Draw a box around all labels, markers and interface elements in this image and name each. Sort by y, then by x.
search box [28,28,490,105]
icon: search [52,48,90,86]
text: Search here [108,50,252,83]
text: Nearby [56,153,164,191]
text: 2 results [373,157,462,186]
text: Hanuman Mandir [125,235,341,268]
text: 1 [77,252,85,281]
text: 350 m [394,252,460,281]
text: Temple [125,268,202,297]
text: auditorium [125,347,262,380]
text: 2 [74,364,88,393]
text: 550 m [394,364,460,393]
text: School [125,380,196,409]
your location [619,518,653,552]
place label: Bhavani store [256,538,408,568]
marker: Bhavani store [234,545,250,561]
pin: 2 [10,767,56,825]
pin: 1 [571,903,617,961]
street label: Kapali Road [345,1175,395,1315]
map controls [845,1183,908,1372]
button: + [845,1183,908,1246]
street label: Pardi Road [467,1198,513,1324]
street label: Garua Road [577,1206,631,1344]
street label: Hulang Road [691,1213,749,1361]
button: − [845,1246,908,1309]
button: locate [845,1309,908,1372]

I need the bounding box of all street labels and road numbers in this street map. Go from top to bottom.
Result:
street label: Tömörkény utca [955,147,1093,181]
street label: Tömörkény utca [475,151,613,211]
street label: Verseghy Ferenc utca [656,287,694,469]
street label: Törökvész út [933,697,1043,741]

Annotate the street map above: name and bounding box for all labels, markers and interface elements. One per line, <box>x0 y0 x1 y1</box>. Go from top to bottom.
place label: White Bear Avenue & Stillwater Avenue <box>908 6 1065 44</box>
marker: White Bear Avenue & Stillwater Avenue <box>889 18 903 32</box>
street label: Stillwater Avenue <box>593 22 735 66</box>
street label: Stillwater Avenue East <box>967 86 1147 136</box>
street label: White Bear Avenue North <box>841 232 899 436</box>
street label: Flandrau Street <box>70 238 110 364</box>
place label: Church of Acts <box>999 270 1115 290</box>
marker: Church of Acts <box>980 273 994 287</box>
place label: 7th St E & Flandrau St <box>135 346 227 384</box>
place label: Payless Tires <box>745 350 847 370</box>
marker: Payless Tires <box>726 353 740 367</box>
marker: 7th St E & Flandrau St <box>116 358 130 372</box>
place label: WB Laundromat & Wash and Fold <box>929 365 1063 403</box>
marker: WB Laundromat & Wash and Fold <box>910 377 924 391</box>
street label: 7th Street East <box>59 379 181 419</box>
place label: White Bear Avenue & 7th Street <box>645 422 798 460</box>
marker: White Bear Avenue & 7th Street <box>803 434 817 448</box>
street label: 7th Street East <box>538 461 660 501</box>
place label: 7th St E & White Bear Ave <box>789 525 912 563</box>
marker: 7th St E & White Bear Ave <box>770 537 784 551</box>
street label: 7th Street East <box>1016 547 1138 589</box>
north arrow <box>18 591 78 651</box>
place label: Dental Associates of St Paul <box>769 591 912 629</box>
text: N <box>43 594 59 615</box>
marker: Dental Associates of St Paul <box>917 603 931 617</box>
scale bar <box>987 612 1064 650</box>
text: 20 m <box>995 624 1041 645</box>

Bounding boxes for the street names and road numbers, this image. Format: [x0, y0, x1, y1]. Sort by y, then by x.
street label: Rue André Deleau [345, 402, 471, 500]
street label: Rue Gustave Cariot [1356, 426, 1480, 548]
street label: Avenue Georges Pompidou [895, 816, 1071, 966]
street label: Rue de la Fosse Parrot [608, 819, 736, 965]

--------

● **PROBLEM STATEMENT**
Transcribe every entry exactly.

● **SOLUTION BELOW**
Draw a box around all labels, markers and interface elements in this image and name each. Sort by y, then by x.
search box [28,28,490,105]
icon: search [52,48,90,86]
text: Search here [108,50,252,83]
text: Nearby [56,153,164,191]
text: 2 results [373,157,462,186]
text: Hanuman Mandir [125,235,341,268]
text: 1 [77,252,85,281]
text: 350 m [394,252,460,281]
text: Temple [125,268,202,297]
text: auditorium [125,347,262,380]
text: 2 [74,364,88,393]
text: 550 m [394,364,460,393]
text: School [125,380,196,409]
your location [619,518,653,552]
place label: Bhavani store [256,538,408,568]
marker: Bhavani store [234,545,250,561]
pin: 2 [10,767,56,825]
pin: 1 [571,903,617,961]
street label: Kapali Road [345,1175,395,1315]
map controls [845,1183,908,1372]
button: + [845,1183,908,1246]
street label: Pardi Road [467,1198,513,1324]
street label: Garua Road [577,1206,631,1344]
street label: Hulang Road [691,1213,749,1361]
button: − [845,1246,908,1309]
button: locate [845,1309,908,1372]

I need the bounding box of all street labels and road numbers in this street map. Go from top to bottom.
Result:
street label: Tömörkény utca [955,147,1093,181]
street label: Tömörkény utca [475,151,613,211]
street label: Verseghy Ferenc utca [656,287,694,469]
street label: Törökvész út [933,697,1043,741]

Annotate the street map above: name and bounding box for all labels, markers and interface elements. One per line, <box>x0 y0 x1 y1</box>. Go from top to bottom.
place label: White Bear Avenue & Stillwater Avenue <box>908 6 1065 44</box>
marker: White Bear Avenue & Stillwater Avenue <box>889 18 903 32</box>
street label: Stillwater Avenue <box>593 22 735 66</box>
street label: Stillwater Avenue East <box>967 86 1147 136</box>
street label: White Bear Avenue North <box>841 232 899 436</box>
street label: Flandrau Street <box>70 238 110 364</box>
place label: Church of Acts <box>999 270 1115 290</box>
marker: Church of Acts <box>980 273 994 287</box>
place label: 7th St E & Flandrau St <box>135 346 227 384</box>
place label: Payless Tires <box>745 350 847 370</box>
marker: Payless Tires <box>726 353 740 367</box>
marker: 7th St E & Flandrau St <box>116 358 130 372</box>
place label: WB Laundromat & Wash and Fold <box>929 365 1063 403</box>
marker: WB Laundromat & Wash and Fold <box>910 377 924 391</box>
street label: 7th Street East <box>59 379 181 419</box>
place label: White Bear Avenue & 7th Street <box>645 422 798 460</box>
marker: White Bear Avenue & 7th Street <box>803 434 817 448</box>
street label: 7th Street East <box>538 461 660 501</box>
place label: 7th St E & White Bear Ave <box>789 525 912 563</box>
marker: 7th St E & White Bear Ave <box>770 537 784 551</box>
street label: 7th Street East <box>1016 547 1138 589</box>
north arrow <box>18 591 78 651</box>
place label: Dental Associates of St Paul <box>769 591 912 629</box>
text: N <box>43 594 59 615</box>
marker: Dental Associates of St Paul <box>917 603 931 617</box>
scale bar <box>987 612 1064 650</box>
text: 20 m <box>995 624 1041 645</box>

Bounding boxes for the street names and road numbers, this image. Format: [x0, y0, x1, y1]. Sort by y, then by x.
street label: Rue André Deleau [345, 402, 471, 500]
street label: Rue Gustave Cariot [1356, 426, 1480, 548]
street label: Avenue Georges Pompidou [895, 816, 1071, 966]
street label: Rue de la Fosse Parrot [608, 819, 736, 965]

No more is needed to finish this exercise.